*INSTRUCTIONS TO FOLLOW*.
On the basis of the records below, report how many lines contain the word "lists". Nothing else should be given.

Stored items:
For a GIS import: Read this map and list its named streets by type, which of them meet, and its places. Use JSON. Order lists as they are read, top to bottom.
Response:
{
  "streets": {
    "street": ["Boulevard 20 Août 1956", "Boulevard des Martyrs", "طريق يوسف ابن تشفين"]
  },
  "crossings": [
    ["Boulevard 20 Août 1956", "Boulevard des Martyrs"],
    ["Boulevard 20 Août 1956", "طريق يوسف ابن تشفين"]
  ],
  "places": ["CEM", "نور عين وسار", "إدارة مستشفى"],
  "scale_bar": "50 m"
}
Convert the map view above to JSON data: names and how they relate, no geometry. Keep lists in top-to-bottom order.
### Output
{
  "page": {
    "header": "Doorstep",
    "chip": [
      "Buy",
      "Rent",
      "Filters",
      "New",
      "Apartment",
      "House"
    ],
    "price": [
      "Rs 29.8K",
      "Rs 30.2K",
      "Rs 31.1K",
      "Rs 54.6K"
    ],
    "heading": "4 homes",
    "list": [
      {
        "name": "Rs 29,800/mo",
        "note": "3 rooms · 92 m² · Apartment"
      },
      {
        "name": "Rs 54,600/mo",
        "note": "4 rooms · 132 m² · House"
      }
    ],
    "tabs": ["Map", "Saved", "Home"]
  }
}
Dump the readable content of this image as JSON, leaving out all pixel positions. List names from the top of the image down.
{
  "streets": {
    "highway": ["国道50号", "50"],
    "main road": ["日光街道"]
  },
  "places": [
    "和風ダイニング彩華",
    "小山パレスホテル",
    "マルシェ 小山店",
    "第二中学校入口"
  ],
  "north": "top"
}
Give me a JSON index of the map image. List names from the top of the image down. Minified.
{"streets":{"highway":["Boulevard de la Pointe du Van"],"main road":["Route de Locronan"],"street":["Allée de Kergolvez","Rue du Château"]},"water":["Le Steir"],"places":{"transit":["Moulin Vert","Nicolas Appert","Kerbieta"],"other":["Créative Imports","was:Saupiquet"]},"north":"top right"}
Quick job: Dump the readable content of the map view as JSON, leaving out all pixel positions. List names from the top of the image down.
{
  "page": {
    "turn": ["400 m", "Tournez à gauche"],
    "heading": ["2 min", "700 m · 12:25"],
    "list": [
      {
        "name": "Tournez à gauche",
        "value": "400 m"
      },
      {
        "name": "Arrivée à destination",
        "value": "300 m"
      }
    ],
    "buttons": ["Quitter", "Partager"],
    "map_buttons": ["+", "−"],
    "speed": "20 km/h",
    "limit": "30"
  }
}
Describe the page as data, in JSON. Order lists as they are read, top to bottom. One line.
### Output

*FINISHED EXERCISE*.
3